> **Work instruction**
Repeat the records. Match each character exactly.

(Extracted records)
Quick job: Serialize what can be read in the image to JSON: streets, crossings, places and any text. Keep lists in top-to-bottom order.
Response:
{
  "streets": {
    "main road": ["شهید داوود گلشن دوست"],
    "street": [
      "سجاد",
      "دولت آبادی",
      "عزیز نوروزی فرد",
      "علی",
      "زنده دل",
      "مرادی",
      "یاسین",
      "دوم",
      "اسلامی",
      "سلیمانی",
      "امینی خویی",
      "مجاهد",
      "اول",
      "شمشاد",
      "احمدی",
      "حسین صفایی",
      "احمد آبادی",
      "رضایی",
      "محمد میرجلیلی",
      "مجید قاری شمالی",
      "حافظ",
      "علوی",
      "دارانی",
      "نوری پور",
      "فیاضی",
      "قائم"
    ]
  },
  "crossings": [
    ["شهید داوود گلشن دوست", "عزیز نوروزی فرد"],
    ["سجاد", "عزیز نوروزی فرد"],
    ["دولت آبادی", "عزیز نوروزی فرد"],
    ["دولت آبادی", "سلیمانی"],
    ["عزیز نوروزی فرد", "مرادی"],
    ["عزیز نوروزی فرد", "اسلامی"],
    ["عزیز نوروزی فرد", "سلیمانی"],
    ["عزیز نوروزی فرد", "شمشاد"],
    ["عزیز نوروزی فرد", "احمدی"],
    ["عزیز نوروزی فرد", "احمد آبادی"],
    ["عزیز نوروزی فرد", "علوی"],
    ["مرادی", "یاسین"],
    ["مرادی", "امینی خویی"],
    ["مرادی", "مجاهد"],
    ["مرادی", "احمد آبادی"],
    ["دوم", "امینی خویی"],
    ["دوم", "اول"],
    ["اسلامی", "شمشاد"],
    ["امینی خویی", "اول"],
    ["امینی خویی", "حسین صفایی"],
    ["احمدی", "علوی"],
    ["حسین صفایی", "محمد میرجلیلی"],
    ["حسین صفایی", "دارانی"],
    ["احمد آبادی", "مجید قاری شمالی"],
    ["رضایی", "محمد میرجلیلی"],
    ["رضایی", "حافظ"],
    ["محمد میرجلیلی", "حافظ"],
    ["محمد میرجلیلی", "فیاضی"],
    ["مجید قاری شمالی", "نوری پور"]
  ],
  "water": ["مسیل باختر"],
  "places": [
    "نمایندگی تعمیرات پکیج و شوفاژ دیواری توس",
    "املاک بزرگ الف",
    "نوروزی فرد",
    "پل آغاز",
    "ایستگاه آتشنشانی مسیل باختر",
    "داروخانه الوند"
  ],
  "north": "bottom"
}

> **Solution to this problem**
Quick job: Serialize what can be read in the image to JSON: streets, crossings, places and any text. Keep lists in top-to-bottom order.
Response:
{
  "streets": {
    "main road": ["شهید داوود گلشن دوست"],
    "street": [
      "سجاد",
      "دولت آبادی",
      "عزیز نوروزی فرد",
      "علی",
      "زنده دل",
      "مرادی",
      "یاسین",
      "دوم",
      "اسلامی",
      "سلیمانی",
      "امینی خویی",
      "مجاهد",
      "اول",
      "شمشاد",
      "احمدی",
      "حسین صفایی",
      "احمد آبادی",
      "رضایی",
      "محمد میرجلیلی",
      "مجید قاری شمالی",
      "حافظ",
      "علوی",
      "دارانی",
      "نوری پور",
      "فیاضی",
      "قائم"
    ]
  },
  "crossings": [
    ["شهید داوود گلشن دوست", "عزیز نوروزی فرد"],
    ["سجاد", "عزیز نوروزی فرد"],
    ["دولت آبادی", "عزیز نوروزی فرد"],
    ["دولت آبادی", "سلیمانی"],
    ["عزیز نوروزی فرد", "مرادی"],
    ["عزیز نوروزی فرد", "اسلامی"],
    ["عزیز نوروزی فرد", "سلیمانی"],
    ["عزیز نوروزی فرد", "شمشاد"],
    ["عزیز نوروزی فرد", "احمدی"],
    ["عزیز نوروزی فرد", "احمد آبادی"],
    ["عزیز نوروزی فرد", "علوی"],
    ["مرادی", "یاسین"],
    ["مرادی", "امینی خویی"],
    ["مرادی", "مجاهد"],
    ["مرادی", "احمد آبادی"],
    ["دوم", "امینی خویی"],
    ["دوم", "اول"],
    ["اسلامی", "شمشاد"],
    ["امینی خویی", "اول"],
    ["امینی خویی", "حسین صفایی"],
    ["احمدی", "علوی"],
    ["حسین صفایی", "محمد میرجلیلی"],
    ["حسین صفایی", "دارانی"],
    ["احمد آبادی", "مجید قاری شمالی"],
    ["رضایی", "محمد میرجلیلی"],
    ["رضایی", "حافظ"],
    ["محمد میرجلیلی", "حافظ"],
    ["محمد میرجلیلی", "فیاضی"],
    ["مجید قاری شمالی", "نوری پور"]
  ],
  "water": ["مسیل باختر"],
  "places": [
    "نمایندگی تعمیرات پکیج و شوفاژ دیواری توس",
    "املاک بزرگ الف",
    "نوروزی فرد",
    "پل آغاز",
    "ایستگاه آتشنشانی مسیل باختر",
    "داروخانه الوند"
  ],
  "north": "bottom"
}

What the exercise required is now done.